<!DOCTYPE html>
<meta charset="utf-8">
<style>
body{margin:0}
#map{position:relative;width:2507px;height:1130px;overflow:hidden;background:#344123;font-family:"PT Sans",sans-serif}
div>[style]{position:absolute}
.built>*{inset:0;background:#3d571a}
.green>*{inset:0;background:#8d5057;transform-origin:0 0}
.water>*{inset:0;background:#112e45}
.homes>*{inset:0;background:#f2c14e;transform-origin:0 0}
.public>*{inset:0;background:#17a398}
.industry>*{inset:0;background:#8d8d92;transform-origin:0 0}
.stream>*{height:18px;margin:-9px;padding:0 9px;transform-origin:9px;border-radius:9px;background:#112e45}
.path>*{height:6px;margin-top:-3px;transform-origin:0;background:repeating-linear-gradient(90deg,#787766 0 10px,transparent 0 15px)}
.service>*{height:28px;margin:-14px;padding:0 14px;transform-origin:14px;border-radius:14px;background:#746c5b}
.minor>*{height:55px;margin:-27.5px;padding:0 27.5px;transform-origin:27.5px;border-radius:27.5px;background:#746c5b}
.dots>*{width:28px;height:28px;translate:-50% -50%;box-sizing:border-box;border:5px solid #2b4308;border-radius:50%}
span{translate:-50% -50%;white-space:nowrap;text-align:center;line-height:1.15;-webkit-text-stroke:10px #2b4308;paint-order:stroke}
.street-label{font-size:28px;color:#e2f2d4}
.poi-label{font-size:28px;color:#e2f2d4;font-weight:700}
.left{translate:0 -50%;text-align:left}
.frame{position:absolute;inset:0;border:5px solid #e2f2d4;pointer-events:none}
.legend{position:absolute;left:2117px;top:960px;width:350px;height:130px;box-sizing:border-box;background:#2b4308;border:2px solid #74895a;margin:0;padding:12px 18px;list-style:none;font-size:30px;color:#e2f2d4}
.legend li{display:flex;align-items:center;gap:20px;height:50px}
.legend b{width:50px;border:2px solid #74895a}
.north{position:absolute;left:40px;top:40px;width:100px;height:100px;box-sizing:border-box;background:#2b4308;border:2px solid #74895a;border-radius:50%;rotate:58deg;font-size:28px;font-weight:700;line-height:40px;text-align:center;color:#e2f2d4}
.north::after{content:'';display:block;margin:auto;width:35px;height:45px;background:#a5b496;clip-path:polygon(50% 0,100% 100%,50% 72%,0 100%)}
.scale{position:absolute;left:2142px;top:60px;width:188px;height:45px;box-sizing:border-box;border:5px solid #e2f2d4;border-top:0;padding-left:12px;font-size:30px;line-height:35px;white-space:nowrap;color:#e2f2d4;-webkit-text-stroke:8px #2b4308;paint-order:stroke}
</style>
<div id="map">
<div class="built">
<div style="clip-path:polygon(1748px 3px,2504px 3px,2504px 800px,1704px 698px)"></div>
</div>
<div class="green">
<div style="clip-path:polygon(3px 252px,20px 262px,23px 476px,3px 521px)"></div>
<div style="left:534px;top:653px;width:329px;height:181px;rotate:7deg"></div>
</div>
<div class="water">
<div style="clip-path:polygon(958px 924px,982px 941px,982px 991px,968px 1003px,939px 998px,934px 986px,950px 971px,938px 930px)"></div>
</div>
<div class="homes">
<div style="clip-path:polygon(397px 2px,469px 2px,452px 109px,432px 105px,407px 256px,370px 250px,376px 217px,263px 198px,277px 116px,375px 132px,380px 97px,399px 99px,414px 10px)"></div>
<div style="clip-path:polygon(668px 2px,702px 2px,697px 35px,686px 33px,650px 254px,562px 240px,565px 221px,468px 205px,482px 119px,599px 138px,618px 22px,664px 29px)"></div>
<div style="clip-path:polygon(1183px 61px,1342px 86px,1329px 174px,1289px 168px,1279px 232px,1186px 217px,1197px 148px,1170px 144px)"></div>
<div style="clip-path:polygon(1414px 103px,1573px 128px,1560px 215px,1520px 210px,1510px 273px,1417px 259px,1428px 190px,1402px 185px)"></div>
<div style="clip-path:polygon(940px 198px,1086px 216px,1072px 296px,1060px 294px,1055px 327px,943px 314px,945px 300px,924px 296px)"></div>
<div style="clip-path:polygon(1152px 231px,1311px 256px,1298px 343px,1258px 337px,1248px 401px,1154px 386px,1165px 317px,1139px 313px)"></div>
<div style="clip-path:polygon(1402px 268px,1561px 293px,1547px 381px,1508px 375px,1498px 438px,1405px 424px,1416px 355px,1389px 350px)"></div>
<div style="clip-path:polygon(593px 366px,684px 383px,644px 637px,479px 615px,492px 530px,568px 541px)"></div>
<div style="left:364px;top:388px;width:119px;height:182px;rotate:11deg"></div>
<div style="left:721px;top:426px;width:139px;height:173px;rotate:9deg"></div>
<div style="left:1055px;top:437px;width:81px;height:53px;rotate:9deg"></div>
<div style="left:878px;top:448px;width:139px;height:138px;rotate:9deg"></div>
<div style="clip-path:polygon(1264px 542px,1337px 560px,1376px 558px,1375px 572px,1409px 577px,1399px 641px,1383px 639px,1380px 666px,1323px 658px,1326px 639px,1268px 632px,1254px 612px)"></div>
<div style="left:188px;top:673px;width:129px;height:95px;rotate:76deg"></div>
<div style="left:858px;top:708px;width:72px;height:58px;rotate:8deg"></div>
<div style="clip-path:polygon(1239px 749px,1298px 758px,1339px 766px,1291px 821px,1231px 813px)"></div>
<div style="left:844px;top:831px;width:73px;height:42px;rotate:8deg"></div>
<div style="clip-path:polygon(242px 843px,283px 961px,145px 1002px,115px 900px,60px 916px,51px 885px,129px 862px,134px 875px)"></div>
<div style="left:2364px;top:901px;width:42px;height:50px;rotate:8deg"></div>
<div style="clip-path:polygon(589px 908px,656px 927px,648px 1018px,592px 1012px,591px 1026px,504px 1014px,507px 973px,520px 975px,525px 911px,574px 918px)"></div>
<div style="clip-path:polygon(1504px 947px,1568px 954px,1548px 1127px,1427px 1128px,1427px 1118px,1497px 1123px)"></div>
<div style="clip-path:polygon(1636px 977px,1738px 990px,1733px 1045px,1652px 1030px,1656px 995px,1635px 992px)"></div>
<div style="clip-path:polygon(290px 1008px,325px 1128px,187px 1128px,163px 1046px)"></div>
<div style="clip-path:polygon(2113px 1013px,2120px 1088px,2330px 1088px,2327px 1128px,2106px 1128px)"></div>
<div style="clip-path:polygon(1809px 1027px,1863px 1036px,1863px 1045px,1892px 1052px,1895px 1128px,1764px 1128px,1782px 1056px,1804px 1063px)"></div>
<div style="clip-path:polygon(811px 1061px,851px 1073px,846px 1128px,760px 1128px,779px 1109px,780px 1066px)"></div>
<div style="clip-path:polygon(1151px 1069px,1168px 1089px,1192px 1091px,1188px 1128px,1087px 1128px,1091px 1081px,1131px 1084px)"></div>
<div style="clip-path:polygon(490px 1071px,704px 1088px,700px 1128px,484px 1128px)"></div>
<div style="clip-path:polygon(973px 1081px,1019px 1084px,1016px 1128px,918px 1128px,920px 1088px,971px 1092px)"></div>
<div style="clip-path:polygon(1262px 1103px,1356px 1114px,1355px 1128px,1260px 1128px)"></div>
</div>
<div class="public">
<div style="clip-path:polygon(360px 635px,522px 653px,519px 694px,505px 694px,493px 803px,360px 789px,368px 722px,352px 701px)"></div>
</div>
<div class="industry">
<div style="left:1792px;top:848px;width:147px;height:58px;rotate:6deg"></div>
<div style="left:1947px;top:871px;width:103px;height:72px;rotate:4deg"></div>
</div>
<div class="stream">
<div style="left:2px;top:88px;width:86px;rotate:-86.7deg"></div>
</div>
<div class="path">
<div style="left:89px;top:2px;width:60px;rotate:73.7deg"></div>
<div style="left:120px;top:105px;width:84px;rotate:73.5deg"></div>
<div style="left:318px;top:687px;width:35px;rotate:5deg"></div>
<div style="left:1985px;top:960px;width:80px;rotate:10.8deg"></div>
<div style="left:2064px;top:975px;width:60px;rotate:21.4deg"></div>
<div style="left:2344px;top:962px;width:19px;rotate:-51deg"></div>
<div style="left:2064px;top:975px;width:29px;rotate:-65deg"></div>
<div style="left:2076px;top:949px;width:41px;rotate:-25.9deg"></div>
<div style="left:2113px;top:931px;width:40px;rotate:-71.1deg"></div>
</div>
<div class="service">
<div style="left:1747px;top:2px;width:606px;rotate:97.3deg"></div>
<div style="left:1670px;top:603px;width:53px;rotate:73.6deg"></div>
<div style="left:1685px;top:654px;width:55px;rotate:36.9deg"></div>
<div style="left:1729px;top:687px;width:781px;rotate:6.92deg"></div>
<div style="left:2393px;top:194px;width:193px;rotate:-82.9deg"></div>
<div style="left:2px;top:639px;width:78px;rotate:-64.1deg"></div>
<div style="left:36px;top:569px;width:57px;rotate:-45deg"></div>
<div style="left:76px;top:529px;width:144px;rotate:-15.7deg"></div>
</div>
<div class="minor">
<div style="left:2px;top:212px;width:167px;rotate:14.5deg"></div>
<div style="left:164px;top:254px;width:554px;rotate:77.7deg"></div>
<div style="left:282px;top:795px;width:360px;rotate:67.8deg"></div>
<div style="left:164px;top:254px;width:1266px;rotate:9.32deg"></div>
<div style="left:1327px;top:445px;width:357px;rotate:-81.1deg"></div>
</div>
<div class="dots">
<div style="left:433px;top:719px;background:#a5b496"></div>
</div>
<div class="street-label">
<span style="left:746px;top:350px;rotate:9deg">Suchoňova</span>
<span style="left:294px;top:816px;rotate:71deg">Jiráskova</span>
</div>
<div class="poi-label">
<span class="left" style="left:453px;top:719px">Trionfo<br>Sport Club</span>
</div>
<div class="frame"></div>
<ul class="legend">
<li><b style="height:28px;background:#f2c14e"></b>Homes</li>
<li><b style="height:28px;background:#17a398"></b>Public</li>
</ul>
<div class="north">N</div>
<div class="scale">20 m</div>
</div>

---

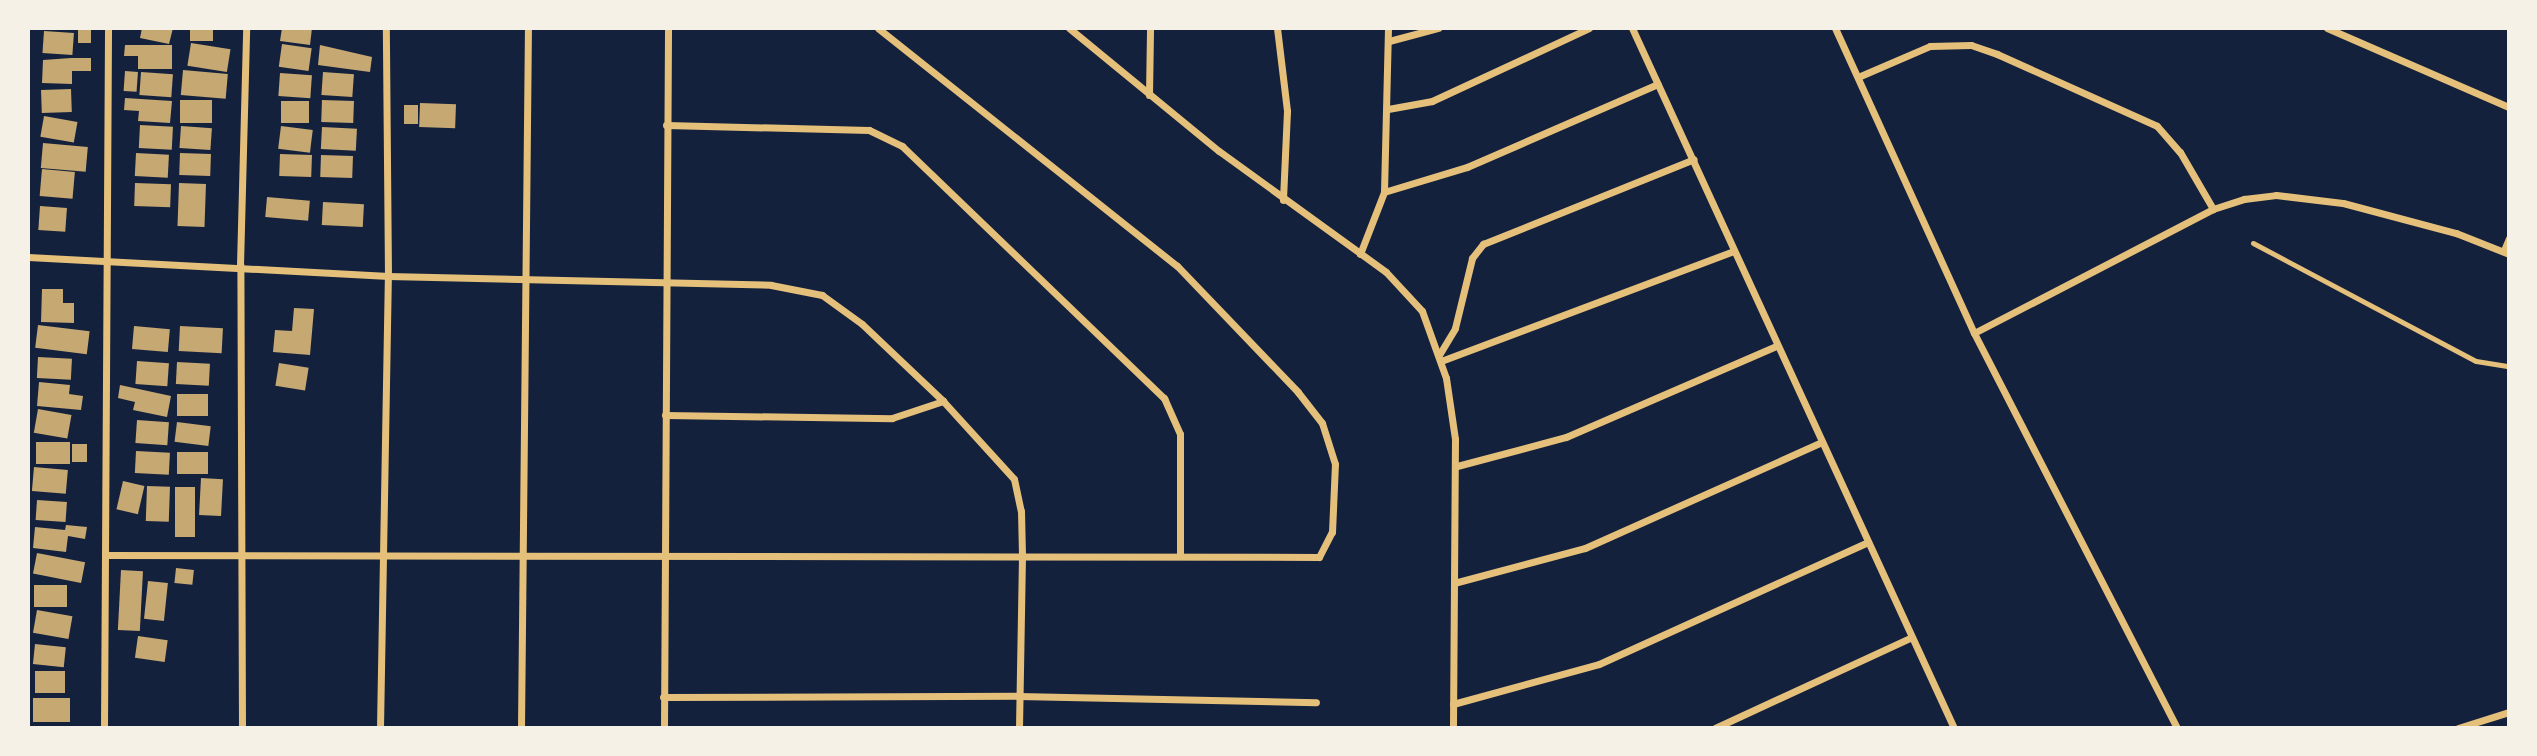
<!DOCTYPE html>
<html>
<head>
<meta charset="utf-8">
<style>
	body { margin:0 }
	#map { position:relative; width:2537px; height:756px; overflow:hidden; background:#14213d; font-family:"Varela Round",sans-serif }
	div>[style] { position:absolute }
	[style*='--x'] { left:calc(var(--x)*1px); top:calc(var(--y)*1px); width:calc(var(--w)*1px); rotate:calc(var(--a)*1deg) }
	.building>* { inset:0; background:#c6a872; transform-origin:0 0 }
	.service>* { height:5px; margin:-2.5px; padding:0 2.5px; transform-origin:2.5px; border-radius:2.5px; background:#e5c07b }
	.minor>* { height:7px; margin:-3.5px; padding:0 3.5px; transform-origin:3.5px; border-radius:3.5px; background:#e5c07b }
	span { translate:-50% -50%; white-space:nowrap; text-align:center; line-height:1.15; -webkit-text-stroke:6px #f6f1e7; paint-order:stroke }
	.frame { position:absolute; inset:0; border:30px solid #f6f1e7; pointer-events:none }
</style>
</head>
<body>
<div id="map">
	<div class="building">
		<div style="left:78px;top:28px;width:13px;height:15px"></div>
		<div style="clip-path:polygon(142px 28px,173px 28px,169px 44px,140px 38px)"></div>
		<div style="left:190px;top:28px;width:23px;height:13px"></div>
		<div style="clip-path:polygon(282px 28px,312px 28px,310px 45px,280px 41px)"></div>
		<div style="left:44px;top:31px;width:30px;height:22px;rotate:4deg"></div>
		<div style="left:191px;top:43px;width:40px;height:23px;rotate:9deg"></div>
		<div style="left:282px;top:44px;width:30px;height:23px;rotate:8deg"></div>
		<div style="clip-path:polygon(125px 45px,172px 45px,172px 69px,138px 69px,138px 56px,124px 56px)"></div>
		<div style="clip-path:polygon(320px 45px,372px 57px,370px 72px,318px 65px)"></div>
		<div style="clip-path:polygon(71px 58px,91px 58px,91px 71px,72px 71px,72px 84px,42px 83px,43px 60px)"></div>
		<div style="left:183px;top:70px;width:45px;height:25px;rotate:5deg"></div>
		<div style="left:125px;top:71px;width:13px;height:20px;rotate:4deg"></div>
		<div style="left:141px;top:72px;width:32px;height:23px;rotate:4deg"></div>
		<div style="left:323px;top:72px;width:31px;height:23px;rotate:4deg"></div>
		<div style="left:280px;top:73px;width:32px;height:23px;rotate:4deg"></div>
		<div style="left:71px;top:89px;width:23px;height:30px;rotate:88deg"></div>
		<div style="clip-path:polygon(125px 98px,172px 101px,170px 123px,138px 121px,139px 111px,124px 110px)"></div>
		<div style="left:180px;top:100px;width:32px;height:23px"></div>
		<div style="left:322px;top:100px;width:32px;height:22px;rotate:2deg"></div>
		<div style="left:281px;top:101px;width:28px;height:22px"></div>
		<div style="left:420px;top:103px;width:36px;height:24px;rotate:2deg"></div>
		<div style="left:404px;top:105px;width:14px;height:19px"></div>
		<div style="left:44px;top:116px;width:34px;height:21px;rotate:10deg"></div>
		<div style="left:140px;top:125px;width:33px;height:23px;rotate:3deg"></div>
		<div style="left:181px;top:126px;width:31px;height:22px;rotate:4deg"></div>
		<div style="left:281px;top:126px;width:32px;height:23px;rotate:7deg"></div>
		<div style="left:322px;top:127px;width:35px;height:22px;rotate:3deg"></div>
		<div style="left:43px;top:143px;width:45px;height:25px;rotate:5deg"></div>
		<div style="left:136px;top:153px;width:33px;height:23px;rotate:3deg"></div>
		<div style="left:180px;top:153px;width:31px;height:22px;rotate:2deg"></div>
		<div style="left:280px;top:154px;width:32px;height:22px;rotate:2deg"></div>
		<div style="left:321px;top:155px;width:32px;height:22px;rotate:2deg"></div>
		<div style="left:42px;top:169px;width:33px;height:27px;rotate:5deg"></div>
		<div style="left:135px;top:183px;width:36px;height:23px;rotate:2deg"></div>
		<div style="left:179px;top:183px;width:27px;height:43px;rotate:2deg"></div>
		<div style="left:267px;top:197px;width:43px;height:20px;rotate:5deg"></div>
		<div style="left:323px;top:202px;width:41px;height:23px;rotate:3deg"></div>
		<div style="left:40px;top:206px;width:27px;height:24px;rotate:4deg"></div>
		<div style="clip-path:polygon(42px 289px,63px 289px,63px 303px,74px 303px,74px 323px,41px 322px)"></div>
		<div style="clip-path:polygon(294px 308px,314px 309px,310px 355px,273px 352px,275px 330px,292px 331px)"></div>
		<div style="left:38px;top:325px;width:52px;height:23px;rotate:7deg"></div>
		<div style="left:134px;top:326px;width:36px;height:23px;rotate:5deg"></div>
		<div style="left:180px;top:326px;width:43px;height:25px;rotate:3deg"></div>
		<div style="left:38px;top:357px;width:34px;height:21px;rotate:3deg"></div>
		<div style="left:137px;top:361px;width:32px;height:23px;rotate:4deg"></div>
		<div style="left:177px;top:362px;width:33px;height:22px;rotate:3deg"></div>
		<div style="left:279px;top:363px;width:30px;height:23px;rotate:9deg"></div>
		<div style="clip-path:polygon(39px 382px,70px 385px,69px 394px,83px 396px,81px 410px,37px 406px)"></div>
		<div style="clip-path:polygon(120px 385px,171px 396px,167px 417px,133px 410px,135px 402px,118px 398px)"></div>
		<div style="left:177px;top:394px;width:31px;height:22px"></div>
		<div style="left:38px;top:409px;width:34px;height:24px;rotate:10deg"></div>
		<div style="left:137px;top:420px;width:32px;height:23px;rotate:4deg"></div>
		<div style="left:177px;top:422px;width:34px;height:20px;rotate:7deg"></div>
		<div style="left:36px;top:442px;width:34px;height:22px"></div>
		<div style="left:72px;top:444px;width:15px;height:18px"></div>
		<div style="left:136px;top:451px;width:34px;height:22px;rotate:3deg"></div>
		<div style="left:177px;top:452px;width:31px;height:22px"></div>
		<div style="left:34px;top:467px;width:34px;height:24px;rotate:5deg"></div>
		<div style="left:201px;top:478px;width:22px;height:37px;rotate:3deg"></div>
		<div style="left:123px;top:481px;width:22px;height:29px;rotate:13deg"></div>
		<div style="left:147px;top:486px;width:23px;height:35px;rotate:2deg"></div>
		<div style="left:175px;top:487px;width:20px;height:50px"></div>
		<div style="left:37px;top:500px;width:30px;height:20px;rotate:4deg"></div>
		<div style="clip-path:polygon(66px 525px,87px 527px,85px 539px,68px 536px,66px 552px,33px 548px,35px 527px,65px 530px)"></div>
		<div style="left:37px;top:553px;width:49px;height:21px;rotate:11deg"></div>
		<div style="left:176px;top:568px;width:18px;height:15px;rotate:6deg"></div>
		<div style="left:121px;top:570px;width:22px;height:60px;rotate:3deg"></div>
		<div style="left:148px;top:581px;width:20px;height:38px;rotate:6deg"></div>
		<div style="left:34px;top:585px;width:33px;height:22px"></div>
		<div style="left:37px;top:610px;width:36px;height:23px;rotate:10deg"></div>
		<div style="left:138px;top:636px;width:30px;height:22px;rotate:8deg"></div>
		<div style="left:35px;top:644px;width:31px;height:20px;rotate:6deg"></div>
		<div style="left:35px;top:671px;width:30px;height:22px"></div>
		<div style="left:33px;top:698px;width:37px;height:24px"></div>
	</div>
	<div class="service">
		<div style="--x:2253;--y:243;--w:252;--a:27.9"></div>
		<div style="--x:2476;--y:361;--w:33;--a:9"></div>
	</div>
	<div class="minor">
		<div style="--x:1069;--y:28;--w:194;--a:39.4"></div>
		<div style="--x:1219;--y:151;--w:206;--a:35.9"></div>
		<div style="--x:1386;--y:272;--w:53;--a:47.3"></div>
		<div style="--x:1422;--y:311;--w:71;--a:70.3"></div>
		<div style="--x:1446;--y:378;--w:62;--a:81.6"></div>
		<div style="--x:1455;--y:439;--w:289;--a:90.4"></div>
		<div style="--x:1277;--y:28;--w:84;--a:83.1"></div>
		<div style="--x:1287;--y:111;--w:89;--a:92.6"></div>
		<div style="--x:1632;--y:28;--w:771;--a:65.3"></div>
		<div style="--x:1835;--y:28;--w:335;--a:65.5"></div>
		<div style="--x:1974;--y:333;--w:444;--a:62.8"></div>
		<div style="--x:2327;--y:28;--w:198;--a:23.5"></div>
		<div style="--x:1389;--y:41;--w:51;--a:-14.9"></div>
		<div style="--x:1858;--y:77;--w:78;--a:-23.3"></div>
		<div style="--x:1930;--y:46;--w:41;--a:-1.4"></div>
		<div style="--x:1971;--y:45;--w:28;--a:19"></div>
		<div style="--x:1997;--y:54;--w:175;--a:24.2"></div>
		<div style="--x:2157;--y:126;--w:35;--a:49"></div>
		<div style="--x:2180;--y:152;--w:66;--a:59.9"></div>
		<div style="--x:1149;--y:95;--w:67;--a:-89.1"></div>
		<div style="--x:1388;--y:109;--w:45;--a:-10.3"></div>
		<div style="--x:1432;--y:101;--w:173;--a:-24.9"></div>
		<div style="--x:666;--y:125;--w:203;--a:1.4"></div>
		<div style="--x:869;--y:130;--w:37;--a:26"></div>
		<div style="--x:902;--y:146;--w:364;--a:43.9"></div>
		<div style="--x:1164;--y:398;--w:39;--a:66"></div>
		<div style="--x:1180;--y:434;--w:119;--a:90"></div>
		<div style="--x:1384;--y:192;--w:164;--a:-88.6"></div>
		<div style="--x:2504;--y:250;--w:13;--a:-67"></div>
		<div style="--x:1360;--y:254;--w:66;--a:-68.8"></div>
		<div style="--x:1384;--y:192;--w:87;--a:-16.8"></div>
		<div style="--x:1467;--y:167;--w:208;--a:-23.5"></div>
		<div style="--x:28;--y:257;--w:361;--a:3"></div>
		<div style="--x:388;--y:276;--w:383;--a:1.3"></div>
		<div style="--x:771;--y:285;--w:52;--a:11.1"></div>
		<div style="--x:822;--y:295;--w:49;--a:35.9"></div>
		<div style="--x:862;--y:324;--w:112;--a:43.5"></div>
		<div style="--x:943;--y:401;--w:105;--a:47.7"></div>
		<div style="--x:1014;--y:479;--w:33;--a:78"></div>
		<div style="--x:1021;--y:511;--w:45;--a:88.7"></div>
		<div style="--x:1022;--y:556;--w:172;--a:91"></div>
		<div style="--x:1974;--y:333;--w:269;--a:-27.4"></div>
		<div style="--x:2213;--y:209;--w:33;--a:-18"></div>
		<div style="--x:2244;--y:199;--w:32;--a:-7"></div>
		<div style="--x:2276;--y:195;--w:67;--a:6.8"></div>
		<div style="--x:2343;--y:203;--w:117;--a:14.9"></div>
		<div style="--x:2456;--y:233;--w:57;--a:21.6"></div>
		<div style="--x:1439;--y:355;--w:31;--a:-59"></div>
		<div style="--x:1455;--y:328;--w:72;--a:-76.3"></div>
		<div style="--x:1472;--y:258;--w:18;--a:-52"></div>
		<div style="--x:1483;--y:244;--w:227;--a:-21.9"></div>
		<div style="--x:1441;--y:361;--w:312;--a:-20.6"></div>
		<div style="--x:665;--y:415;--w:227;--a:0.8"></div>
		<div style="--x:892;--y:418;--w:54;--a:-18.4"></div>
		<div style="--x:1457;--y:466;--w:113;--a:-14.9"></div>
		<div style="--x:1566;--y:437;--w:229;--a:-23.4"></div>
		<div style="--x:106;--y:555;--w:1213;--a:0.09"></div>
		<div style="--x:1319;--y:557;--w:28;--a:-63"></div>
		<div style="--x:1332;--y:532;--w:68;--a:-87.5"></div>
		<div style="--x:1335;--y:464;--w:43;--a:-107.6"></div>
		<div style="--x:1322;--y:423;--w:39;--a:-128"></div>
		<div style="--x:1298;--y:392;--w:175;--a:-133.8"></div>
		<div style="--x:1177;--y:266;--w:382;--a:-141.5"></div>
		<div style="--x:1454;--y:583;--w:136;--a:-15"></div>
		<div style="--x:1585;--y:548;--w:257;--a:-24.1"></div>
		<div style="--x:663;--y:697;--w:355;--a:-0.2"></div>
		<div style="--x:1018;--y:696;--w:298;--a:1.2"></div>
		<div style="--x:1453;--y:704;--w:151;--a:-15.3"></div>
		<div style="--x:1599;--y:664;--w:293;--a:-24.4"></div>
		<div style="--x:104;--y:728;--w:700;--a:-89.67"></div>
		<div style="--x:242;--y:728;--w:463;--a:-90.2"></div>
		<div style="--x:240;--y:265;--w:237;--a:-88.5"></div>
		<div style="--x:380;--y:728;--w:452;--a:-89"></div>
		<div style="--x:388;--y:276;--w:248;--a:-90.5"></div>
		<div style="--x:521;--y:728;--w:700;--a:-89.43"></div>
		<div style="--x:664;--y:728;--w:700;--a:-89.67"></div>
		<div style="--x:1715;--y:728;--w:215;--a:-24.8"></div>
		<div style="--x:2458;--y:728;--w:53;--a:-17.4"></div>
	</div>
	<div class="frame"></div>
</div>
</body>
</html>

• [What to work on]
Lines that contain the word "family": how many are there in the data? Give the number and nothing else.

• [Solution for this problem]
2